T_D #4: Via Lewandowsky
GOOD GOD (Box)
The words in the form of a work with neon was completed in 2018. The apparently defective ‘O’ in the word ‘GOOD’ links the words GOOD and GOD with one another in a succinct and entirely unpretentious manner. This deconstructed construct uses an artistic intervention to reflect on common conceptions of a phrase and the statements that are tied to them. The exclamation “good God” is among the most popular forms of addressing God among believers and atheists alike. So the minor ‘defect’ in a neon sign with lettering can draw attention to a major philosophical problem: the issue of theodicy. It is the eternal question of the conflict between the one God who is infinitely perfect, and the suffering in the world. So this question is posed to everybody who sees the sign and reads it.
Ende vom Lied [The End of the Story]
A guitar ‘tuned’ significantly too tautly is inspired by the political impact of the instrument for itinerant youths, the singing and protest movement, in the rock ‘n’ roll and hippie contexts, and in general in all soft as well as hard ways of playing the guitar.

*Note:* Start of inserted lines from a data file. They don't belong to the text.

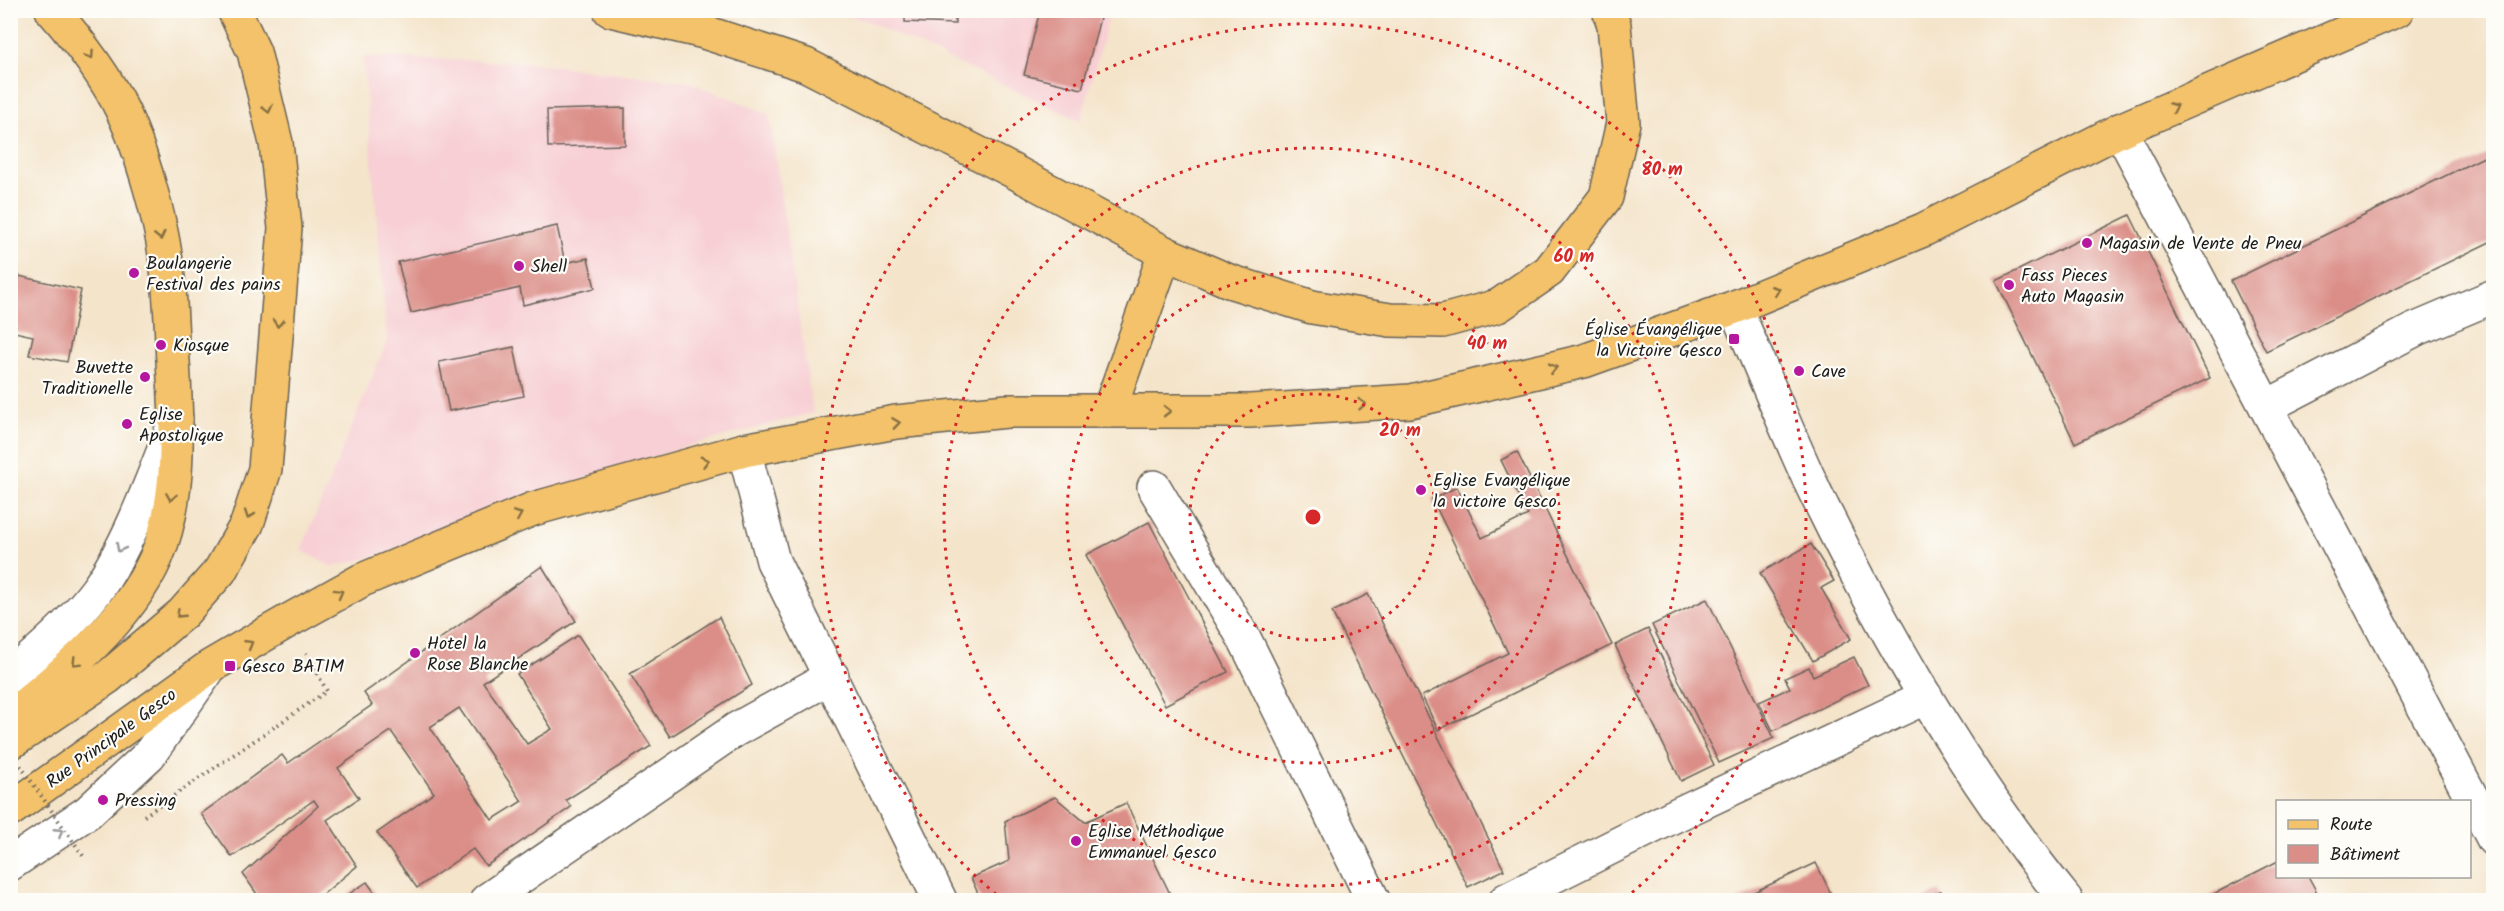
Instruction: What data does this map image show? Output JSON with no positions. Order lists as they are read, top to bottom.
{
  "streets": {
    "main road": ["Rue Principale Gesco"]
  },
  "one_way": ["Rue Principale Gesco"],
  "places": {
    "other": [
      "Magasin de Vente de Pneu",
      "Shell",
      "Boulangerie Festival des pains",
      "Fass Pieces Auto Magasin",
      "Kiosque",
      "Cave",
      "Buvette Traditionelle",
      "Eglise Apostolique",
      "Eglise Evangélique la victoire Gesco",
      "Hotel la Rose Blanche",
      "Pressing",
      "Eglise Méthodique Emmanuel Gesco"
    ],
    "transit": ["Église Évangélique la Victoire Gesco", "Gesco BATIM"]
  },
  "legend": ["Route", "Bâtiment"],
  "rings": [
    "80 m",
    "60 m",
    "40 m",
    "20 m"
  ]
}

Adding a curve to the guitar through the application of excessive tension is a reaction to media images of political censorship and the suppression of freedom of expression — as exemplified by the Wolf Biermann case in 1976, when a dissident singer-songwriter was forbidden from returning home to the GDR, which could be regarded as marking the beginning of the end of the East German regime. (Jonathan Quinn)
Don’t Cry
The performance of a short clip from a concert by Guns N’ Roses in the cassette compartment of a once popular model of cassette recorder is a contribution on the culture of fandom in Pop Music. The pimped-up taperecorder awakens from its silent existence to play the opening and the close of the song Don’t Cry while a light and fog show is emitted from the cassette compartment. The concert cited from the Use Your Illusion Tour, which was the longest tour in the history of rock, was held in Tokyo in 1992.